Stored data
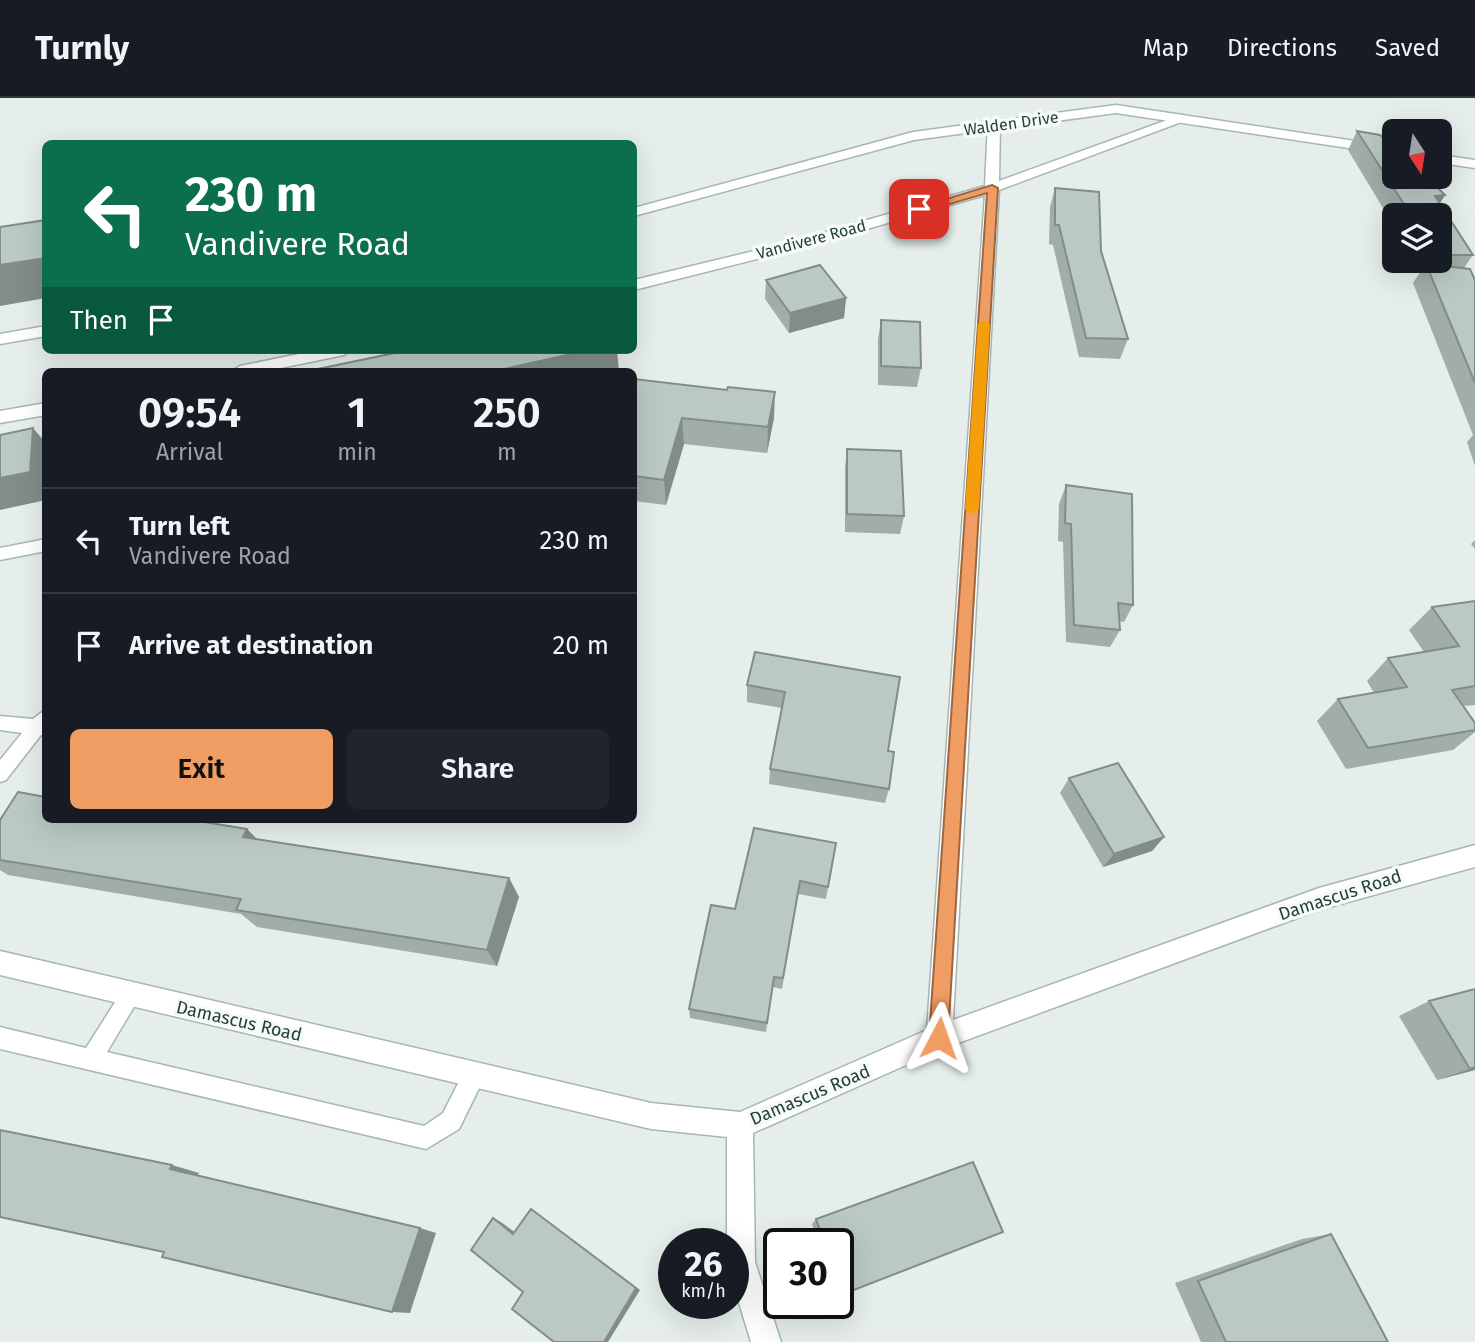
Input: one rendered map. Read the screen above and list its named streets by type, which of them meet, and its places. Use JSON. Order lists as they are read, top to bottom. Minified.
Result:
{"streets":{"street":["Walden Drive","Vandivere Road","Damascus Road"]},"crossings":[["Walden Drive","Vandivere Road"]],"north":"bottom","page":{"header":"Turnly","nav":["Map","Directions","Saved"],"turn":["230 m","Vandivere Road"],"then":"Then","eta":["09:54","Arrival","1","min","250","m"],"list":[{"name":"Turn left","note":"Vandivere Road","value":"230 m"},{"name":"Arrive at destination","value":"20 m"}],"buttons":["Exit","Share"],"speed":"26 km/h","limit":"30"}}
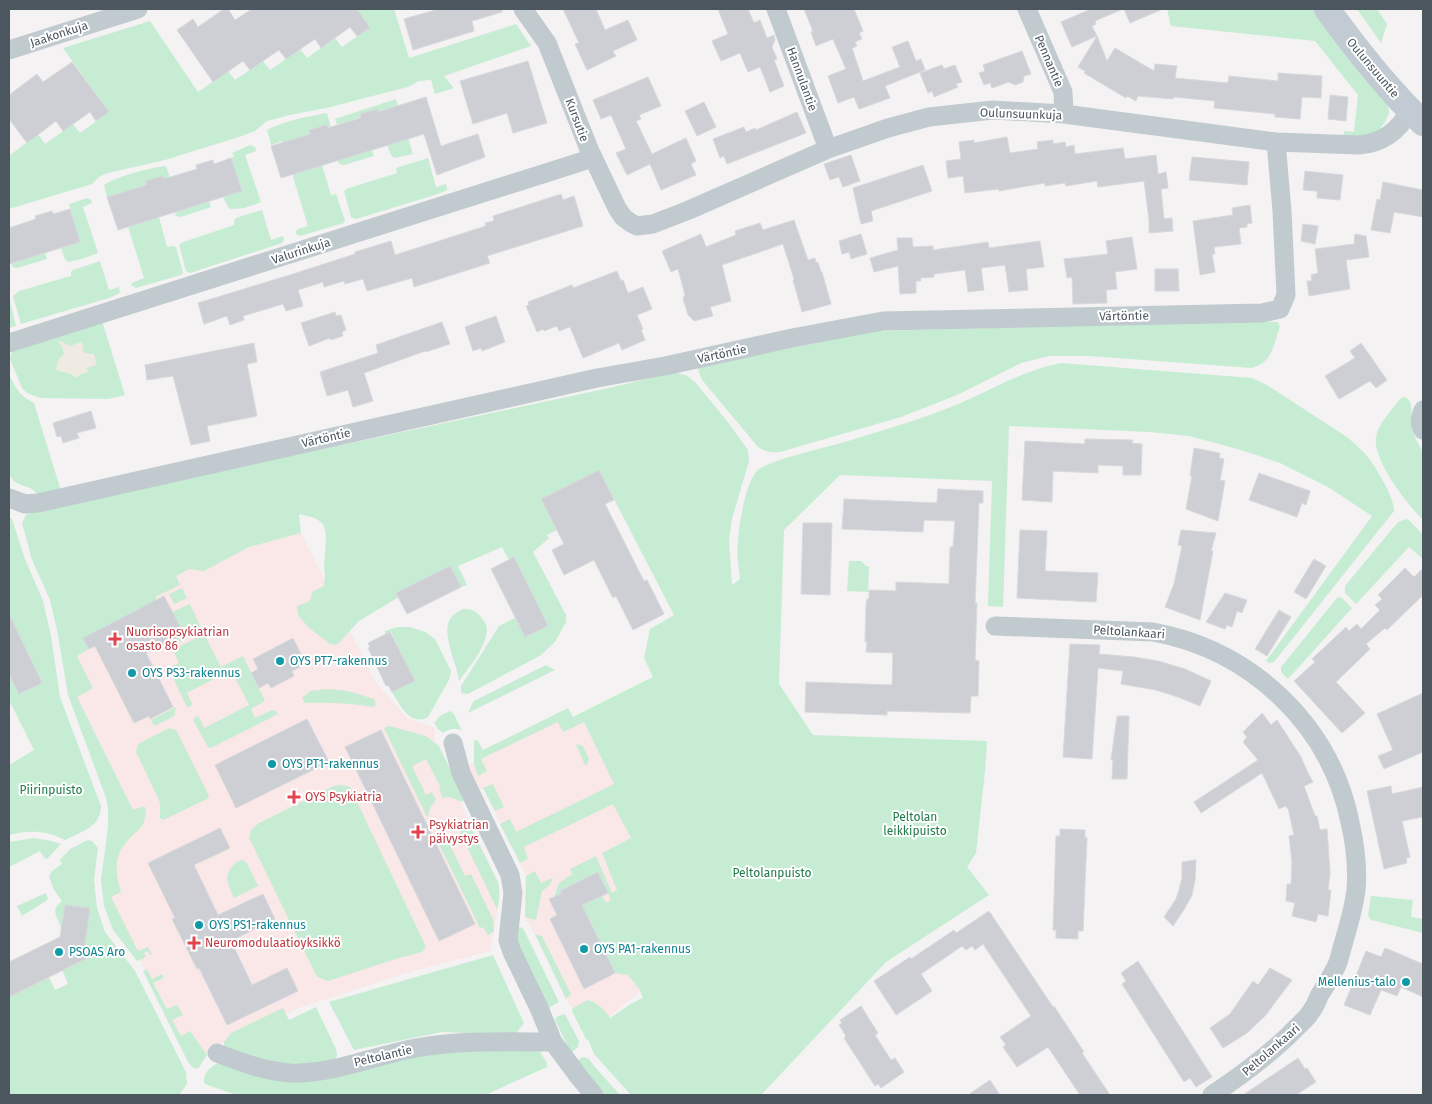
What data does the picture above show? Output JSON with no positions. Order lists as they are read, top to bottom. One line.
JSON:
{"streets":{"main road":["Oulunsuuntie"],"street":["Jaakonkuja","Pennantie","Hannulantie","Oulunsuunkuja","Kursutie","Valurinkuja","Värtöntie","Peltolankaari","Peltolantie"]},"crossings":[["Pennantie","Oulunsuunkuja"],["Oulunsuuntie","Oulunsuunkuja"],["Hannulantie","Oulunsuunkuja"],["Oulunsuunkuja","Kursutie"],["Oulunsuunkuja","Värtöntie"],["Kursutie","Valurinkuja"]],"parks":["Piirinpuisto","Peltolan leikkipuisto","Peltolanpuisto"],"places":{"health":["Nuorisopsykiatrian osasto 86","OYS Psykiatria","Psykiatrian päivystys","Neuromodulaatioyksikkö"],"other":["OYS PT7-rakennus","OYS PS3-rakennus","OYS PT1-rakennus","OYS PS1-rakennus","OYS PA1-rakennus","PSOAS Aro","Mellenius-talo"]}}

» BRIEF: Copy out each line of the data containing the string "Order".

» RESPONSE TO THIS TASK:
Input: one rendered map. Read the screen above and list its named streets by type, which of them meet, and its places. Use JSON. Order lists as they are read, top to bottom. Minified.
What data does the picture above show? Output JSON with no positions. Order lists as they are read, top to bottom. One line.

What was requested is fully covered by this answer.